Assignment: In the records that follow, show each line where the word "view" is present.

Material for this exercise:
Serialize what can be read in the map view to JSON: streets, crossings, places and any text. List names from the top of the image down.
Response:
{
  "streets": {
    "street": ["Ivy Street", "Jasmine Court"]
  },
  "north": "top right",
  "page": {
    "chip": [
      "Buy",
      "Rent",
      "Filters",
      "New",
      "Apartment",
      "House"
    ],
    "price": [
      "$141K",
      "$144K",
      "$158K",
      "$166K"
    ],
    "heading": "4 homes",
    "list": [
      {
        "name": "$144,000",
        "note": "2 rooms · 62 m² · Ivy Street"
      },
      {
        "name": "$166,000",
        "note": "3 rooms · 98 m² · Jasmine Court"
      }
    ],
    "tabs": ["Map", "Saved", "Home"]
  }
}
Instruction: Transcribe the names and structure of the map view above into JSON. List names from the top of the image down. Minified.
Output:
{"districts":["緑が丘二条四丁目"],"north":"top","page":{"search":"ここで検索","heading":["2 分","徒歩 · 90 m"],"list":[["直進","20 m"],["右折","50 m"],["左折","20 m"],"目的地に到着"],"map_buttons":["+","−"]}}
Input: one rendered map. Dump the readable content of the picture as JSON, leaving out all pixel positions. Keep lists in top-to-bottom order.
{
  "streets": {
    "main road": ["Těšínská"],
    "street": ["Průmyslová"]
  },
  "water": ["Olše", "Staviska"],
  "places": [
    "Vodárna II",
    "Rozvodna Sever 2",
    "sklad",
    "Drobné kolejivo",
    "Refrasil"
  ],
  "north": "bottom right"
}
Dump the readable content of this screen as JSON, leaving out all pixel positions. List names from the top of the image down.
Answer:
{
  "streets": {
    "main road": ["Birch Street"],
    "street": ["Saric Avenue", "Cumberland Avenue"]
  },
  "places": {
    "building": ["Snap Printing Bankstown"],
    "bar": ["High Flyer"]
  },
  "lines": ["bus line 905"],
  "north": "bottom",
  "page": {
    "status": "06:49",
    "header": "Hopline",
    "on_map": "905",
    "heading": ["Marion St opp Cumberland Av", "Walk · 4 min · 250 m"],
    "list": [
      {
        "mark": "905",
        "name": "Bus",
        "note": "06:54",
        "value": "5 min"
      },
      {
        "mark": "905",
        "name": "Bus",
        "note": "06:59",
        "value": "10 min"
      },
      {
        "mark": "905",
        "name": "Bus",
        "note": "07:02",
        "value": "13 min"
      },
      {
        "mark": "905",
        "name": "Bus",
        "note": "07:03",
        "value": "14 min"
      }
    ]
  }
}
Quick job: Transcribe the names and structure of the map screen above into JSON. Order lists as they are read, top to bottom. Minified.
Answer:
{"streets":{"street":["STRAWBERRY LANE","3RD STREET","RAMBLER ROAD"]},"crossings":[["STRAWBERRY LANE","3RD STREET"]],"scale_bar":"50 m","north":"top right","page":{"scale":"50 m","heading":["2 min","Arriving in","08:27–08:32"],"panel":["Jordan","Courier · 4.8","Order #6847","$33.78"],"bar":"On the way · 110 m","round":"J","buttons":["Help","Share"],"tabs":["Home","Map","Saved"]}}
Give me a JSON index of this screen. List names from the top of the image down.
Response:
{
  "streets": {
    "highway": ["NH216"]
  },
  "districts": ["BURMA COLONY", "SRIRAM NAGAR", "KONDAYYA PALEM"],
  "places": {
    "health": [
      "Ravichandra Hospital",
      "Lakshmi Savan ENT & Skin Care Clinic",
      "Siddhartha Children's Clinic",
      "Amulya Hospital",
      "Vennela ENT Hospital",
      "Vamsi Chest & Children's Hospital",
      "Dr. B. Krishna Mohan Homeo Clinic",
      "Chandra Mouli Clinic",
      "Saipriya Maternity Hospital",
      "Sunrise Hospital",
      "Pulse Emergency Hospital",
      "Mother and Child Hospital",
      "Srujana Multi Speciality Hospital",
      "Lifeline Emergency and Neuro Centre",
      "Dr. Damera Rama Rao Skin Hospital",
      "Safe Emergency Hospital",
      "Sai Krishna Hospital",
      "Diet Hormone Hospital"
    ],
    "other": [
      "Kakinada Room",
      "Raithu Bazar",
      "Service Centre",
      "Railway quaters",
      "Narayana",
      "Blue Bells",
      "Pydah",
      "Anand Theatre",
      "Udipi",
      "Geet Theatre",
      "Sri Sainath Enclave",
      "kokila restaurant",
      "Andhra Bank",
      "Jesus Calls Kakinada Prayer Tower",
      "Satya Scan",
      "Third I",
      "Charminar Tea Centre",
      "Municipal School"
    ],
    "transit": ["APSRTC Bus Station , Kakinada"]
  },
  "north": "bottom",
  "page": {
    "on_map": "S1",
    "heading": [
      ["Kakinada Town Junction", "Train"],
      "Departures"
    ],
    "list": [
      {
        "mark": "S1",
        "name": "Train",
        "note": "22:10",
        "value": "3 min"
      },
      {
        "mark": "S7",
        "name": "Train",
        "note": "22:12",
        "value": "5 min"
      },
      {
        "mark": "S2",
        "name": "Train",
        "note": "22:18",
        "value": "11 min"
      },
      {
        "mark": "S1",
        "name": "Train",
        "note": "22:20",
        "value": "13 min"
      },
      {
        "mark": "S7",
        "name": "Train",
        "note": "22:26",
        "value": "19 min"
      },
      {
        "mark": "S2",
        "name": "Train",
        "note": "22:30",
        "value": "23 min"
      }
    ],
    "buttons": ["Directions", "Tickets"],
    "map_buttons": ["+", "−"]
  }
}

Answer to this task:
Serialize what can be read in the map view to JSON: streets, crossings, places and any text. List names from the top of the image down.
Instruction: Transcribe the names and structure of the map view above into JSON. List names from the top of the image down. Minified.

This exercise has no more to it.